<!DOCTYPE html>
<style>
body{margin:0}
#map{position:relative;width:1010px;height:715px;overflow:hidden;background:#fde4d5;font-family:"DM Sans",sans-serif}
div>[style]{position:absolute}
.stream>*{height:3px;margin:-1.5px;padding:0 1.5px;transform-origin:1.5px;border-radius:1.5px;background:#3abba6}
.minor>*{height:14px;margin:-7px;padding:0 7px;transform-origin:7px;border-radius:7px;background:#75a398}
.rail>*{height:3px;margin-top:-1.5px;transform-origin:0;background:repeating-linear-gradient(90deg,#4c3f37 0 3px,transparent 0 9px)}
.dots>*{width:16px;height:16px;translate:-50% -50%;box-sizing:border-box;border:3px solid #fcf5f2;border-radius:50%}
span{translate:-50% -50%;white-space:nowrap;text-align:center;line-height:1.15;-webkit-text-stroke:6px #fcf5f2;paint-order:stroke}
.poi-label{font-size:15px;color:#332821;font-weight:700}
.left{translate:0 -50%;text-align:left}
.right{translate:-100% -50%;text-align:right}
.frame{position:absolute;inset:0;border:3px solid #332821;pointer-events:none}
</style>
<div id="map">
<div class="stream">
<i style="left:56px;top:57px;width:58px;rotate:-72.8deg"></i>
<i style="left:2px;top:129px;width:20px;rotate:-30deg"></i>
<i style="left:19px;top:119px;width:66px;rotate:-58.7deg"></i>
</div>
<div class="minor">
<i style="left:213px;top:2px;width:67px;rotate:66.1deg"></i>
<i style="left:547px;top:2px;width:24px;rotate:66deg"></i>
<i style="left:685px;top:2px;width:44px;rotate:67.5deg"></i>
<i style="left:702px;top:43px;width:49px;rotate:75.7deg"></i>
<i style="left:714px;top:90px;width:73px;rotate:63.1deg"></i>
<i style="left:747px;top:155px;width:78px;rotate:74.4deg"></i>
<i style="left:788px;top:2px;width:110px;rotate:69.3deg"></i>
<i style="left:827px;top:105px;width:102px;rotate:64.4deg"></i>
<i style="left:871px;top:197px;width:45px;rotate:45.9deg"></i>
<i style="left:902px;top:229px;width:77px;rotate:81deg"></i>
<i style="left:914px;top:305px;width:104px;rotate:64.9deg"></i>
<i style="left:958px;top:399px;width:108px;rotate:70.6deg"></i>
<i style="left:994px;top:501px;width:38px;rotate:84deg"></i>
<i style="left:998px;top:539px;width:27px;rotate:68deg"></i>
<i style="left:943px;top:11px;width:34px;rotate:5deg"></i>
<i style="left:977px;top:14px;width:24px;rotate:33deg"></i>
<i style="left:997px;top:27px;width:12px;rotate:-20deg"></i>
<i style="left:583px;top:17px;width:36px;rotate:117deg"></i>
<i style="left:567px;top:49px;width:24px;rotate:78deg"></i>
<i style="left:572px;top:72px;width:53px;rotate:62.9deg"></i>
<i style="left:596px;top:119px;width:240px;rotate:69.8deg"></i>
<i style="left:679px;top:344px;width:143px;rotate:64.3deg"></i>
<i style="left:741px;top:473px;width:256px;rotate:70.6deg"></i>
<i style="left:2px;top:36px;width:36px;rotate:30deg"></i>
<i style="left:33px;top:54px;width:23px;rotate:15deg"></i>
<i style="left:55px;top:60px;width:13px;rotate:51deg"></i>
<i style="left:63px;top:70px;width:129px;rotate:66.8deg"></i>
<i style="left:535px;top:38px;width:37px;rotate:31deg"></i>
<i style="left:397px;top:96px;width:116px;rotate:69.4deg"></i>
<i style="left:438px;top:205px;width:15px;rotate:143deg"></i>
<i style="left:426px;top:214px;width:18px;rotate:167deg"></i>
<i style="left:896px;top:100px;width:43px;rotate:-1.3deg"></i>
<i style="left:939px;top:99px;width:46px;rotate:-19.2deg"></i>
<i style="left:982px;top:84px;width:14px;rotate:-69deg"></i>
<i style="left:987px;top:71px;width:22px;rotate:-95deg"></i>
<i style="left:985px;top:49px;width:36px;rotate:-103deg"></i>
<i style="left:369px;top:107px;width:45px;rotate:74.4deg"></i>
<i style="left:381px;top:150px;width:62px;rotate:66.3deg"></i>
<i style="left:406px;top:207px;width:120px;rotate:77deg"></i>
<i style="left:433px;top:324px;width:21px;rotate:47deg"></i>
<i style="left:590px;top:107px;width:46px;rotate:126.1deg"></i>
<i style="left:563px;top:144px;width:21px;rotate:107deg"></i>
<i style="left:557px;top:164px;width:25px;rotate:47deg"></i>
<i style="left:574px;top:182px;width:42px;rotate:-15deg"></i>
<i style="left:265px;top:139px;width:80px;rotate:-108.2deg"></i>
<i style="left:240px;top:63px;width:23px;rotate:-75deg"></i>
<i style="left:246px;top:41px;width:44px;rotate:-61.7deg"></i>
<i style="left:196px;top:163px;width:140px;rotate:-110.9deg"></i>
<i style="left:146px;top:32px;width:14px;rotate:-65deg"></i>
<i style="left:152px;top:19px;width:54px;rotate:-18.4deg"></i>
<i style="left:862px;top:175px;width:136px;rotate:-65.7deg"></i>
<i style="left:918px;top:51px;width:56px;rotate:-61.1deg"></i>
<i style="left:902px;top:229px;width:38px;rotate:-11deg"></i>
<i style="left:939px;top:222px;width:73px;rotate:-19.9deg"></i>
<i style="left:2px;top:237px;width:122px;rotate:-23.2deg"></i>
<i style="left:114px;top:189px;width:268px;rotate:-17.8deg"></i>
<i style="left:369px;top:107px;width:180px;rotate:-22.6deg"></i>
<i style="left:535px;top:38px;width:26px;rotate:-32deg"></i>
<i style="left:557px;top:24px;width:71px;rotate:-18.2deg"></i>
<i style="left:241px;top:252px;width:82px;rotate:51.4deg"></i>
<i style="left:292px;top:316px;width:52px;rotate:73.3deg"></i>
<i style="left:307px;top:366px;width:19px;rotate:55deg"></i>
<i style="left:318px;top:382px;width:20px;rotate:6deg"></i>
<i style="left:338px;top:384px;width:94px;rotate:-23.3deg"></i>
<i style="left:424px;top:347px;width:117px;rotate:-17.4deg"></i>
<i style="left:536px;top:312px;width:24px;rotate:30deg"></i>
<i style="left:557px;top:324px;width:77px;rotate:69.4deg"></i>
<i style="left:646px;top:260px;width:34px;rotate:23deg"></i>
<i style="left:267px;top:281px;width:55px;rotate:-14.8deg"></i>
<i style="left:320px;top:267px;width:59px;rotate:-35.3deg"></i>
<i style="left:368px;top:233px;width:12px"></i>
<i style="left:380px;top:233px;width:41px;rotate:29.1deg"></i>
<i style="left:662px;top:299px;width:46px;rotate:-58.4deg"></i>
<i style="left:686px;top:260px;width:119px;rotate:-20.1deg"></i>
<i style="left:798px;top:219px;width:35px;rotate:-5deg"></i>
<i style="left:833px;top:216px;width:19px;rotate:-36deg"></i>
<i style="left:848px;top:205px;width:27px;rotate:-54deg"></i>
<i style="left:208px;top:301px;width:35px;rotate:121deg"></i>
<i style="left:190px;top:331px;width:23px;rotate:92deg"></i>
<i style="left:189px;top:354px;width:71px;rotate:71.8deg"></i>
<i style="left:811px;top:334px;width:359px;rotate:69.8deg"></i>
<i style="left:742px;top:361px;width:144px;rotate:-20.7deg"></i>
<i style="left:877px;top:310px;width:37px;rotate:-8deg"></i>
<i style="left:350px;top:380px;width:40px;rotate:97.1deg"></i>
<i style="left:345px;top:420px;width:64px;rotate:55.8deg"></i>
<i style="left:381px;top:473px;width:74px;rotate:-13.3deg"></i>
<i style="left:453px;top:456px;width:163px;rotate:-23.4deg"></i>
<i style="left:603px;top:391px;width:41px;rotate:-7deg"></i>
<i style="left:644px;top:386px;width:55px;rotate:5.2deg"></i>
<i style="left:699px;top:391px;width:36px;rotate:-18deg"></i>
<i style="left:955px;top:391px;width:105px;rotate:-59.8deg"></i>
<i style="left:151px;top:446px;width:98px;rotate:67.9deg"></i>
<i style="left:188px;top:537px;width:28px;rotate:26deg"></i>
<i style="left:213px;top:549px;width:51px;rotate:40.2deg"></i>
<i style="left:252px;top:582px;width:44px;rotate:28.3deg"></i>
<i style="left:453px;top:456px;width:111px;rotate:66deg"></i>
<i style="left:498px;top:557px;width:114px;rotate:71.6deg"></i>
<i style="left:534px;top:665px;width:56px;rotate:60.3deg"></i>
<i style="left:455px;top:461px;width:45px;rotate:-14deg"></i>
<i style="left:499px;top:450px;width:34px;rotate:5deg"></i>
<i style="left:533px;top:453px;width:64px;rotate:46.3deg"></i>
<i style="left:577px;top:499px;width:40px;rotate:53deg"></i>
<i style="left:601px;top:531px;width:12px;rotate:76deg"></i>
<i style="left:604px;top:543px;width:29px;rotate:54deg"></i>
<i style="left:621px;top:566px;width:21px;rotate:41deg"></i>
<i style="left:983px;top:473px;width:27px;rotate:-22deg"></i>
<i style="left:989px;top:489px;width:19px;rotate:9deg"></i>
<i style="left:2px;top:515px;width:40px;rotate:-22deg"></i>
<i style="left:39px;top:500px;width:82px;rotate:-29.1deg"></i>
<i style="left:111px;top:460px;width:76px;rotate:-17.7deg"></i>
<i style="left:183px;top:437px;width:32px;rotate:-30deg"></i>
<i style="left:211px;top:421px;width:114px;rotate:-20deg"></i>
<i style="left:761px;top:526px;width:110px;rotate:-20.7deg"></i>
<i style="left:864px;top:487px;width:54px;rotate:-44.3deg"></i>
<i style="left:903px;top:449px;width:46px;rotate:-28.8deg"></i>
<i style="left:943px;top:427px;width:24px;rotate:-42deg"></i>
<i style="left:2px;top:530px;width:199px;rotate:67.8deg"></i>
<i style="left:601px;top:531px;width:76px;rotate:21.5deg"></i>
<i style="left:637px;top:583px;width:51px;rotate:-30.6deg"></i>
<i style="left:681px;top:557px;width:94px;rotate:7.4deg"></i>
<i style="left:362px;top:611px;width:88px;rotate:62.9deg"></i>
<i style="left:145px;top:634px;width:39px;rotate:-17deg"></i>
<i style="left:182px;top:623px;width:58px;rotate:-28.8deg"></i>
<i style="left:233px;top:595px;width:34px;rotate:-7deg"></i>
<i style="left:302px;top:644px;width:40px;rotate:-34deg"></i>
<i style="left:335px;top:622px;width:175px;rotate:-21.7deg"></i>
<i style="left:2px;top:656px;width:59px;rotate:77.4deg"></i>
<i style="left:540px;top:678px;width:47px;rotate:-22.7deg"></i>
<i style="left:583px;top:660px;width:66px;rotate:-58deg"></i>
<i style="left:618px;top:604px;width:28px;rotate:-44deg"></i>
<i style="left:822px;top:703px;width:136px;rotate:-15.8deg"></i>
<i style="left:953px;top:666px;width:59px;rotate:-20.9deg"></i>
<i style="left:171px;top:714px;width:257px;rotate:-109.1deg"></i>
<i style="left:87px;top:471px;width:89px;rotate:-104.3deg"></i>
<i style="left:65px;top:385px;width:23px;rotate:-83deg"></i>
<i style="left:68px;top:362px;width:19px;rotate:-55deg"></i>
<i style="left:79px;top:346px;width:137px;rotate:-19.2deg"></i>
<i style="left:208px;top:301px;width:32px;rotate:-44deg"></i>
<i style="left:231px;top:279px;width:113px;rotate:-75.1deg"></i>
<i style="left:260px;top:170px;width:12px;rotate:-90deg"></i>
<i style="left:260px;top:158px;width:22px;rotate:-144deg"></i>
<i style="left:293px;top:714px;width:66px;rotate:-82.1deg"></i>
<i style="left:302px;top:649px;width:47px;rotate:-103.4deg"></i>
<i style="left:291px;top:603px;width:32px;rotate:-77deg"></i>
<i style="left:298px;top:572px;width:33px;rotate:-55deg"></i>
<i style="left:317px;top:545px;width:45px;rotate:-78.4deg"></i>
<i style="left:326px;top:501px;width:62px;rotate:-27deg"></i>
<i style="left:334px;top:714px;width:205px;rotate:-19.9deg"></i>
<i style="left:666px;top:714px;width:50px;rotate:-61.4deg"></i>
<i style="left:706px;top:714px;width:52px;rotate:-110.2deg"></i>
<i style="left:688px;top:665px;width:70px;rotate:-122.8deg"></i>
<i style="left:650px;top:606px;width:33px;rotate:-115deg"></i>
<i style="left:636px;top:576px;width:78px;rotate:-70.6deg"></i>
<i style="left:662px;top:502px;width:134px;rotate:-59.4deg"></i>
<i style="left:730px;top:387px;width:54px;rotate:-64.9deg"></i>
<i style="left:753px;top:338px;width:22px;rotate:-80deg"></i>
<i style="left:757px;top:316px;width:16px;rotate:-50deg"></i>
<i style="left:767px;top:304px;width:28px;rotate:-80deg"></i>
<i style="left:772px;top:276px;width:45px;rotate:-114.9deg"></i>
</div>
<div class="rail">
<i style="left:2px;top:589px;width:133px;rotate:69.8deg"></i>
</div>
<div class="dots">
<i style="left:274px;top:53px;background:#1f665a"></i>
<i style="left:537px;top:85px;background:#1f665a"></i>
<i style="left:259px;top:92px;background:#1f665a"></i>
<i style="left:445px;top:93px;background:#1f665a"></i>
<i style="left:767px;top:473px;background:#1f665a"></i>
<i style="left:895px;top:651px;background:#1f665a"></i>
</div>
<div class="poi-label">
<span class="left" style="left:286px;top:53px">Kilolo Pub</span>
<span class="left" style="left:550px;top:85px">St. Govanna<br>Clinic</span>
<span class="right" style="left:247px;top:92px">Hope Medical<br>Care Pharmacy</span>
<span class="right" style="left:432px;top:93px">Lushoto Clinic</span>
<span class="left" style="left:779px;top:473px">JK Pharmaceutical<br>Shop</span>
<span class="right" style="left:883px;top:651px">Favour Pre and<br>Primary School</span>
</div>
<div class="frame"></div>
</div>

====

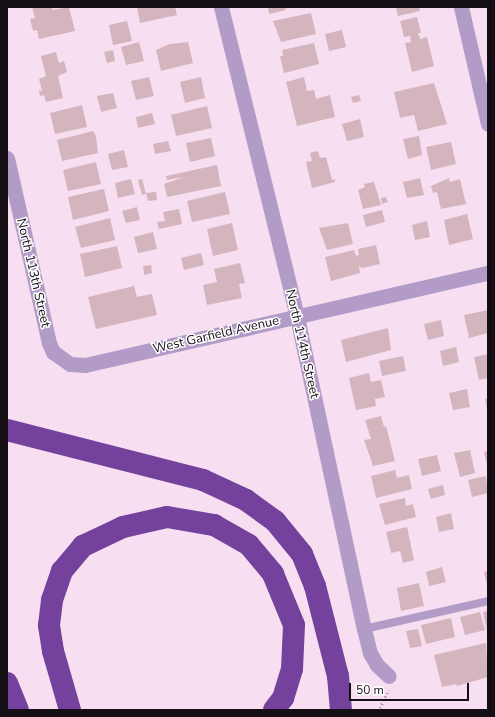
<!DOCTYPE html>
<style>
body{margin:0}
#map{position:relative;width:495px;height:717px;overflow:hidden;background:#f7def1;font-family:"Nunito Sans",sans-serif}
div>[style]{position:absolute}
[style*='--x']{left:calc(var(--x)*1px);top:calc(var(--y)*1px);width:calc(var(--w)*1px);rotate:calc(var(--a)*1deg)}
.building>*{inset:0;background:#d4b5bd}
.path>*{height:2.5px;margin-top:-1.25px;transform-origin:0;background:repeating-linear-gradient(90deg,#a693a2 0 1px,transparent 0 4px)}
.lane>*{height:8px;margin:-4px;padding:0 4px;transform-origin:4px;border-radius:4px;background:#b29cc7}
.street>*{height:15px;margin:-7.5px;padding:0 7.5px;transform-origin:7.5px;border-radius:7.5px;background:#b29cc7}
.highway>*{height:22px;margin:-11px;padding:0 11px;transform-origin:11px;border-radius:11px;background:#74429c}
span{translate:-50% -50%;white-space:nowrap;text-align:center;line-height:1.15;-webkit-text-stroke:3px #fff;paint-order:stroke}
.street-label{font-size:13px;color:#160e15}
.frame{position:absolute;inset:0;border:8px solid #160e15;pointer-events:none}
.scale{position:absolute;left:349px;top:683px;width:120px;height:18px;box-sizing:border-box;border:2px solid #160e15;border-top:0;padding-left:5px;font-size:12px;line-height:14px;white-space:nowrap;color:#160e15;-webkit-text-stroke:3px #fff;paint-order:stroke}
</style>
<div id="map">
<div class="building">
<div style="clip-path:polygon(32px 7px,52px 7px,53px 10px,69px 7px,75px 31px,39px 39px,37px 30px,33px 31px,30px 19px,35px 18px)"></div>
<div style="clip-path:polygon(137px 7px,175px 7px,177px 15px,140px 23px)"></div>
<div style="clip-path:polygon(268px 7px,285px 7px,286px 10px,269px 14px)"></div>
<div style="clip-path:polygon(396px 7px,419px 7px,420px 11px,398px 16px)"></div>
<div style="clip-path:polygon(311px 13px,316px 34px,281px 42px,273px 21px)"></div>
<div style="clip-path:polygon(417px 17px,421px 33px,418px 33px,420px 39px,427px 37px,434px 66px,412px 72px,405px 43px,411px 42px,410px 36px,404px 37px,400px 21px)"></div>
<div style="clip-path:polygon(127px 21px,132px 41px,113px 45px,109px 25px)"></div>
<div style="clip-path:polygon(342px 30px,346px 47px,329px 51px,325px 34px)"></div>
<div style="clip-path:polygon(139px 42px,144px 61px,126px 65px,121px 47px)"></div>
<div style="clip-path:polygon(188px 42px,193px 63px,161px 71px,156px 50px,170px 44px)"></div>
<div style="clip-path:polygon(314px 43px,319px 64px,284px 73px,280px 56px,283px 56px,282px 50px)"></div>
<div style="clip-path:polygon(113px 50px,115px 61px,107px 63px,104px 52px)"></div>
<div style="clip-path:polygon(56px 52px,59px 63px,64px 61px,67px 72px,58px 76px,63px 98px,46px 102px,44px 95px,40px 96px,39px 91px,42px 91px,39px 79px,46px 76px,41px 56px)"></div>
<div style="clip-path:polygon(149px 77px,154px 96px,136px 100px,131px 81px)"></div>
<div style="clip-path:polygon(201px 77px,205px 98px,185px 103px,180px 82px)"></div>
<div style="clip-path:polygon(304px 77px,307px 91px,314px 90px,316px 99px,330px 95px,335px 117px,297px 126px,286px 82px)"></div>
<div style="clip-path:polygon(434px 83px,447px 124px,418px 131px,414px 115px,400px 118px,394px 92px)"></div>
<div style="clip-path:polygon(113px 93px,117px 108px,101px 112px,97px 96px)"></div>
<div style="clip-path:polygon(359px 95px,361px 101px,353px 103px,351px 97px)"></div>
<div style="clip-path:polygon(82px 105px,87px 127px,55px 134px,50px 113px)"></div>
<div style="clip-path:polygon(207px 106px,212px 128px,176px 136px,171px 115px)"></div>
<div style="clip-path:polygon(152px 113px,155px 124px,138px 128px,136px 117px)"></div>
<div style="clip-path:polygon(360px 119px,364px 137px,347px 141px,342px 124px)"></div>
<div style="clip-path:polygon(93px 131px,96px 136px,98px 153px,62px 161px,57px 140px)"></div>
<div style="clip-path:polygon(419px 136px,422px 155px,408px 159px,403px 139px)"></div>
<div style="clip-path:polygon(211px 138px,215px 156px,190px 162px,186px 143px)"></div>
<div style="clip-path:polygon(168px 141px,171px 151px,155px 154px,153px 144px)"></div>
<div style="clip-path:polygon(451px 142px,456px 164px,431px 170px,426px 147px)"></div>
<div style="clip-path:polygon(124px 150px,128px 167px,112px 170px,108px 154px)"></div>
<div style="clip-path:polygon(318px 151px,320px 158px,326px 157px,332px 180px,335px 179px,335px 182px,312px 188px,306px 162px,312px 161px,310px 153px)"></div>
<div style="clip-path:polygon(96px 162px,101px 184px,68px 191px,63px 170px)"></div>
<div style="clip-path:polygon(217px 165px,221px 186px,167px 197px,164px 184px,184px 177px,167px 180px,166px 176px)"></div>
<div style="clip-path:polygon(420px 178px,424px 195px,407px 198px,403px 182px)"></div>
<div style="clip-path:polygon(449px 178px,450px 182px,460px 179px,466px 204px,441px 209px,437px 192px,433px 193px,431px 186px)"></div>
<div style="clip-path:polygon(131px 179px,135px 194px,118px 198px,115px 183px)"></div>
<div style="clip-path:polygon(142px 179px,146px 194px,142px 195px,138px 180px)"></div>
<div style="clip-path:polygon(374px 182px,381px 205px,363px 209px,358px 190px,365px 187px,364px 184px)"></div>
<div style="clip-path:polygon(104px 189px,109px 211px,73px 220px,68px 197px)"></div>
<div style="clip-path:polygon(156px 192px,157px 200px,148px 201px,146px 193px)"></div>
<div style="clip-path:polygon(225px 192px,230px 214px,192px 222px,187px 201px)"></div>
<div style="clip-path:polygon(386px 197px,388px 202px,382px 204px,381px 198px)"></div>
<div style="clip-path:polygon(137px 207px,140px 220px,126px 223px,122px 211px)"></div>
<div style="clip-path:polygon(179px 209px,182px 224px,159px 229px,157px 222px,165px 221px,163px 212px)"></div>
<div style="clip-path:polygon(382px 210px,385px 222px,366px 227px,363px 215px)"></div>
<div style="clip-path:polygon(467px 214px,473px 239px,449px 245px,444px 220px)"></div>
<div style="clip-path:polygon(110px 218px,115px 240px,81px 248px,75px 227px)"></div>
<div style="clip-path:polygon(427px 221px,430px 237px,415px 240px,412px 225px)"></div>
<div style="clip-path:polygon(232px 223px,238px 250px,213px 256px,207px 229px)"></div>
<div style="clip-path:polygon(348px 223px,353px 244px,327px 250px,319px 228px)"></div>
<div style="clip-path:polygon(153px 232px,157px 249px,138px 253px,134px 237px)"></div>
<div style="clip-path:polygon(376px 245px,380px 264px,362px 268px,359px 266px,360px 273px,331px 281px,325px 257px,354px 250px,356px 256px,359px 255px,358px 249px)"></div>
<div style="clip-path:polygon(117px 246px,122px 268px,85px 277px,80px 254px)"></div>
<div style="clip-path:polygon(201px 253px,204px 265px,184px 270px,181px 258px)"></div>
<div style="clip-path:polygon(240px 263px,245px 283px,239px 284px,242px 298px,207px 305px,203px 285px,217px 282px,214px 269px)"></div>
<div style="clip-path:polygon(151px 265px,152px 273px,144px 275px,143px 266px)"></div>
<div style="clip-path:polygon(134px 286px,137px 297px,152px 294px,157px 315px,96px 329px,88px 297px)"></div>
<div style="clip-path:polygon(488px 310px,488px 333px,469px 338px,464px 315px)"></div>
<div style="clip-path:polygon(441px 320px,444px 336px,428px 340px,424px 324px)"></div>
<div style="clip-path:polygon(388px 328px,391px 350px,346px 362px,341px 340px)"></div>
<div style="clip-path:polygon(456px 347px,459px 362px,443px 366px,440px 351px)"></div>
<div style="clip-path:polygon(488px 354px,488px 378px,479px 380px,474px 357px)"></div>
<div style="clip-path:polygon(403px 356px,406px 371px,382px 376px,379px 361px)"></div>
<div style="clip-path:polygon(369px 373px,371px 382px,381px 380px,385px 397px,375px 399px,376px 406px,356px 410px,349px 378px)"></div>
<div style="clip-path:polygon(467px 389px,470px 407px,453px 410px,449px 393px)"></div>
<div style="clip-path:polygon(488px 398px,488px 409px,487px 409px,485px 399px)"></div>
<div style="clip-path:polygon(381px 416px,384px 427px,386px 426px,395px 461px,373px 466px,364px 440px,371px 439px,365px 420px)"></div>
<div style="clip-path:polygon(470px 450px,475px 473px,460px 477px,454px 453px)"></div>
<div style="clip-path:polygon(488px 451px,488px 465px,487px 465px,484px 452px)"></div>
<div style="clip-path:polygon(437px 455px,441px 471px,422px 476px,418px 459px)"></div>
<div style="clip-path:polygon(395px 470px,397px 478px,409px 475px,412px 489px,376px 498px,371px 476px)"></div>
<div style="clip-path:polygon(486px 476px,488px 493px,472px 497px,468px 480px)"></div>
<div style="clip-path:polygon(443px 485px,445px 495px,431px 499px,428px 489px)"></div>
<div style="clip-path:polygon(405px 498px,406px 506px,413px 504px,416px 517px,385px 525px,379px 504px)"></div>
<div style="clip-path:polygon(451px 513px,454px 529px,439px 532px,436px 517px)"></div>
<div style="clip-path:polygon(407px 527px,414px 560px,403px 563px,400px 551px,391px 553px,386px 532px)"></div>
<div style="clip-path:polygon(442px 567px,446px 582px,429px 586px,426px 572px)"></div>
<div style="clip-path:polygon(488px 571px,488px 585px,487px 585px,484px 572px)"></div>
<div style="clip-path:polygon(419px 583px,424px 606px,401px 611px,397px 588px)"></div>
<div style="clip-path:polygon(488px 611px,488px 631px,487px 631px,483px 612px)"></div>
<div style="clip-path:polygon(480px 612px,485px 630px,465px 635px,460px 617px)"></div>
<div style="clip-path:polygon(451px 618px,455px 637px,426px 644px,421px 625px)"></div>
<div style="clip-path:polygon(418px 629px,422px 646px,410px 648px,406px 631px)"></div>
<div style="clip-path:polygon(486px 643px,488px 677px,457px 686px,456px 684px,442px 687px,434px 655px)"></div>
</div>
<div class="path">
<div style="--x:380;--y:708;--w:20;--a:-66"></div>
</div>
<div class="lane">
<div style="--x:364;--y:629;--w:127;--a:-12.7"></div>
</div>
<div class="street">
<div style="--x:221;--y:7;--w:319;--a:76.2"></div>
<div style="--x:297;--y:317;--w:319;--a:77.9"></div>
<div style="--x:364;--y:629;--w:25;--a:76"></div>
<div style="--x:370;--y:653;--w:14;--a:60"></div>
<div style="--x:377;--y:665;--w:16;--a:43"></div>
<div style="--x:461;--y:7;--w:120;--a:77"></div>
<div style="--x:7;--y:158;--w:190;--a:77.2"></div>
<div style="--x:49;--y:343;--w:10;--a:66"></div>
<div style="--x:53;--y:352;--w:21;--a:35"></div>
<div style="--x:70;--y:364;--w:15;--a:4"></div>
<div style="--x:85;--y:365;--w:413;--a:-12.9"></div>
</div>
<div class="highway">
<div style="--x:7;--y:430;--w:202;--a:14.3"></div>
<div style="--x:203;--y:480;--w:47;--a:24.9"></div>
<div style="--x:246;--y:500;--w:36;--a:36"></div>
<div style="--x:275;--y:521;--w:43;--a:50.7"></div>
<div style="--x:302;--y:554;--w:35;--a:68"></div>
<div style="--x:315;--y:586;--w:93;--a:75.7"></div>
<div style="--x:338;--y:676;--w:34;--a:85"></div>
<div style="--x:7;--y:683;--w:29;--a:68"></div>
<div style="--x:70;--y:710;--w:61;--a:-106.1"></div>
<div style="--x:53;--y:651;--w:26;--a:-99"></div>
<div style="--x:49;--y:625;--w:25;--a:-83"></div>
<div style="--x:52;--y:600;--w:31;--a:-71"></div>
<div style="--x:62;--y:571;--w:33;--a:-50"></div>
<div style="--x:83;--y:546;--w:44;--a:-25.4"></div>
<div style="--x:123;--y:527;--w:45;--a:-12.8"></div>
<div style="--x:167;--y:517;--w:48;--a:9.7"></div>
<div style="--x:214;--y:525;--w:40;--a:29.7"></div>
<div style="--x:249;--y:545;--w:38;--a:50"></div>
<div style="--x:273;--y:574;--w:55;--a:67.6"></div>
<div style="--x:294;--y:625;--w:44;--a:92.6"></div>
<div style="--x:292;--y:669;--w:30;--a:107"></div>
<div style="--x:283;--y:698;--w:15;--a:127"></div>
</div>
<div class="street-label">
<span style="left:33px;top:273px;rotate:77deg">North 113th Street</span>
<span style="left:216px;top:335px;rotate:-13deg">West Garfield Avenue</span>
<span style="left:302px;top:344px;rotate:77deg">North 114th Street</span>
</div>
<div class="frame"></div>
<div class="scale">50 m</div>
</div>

====

**EXERCISE:**
Lines in the listing above that hold the string "serif" need counting. Please reply with the total only.

**THE ANSWER:**
2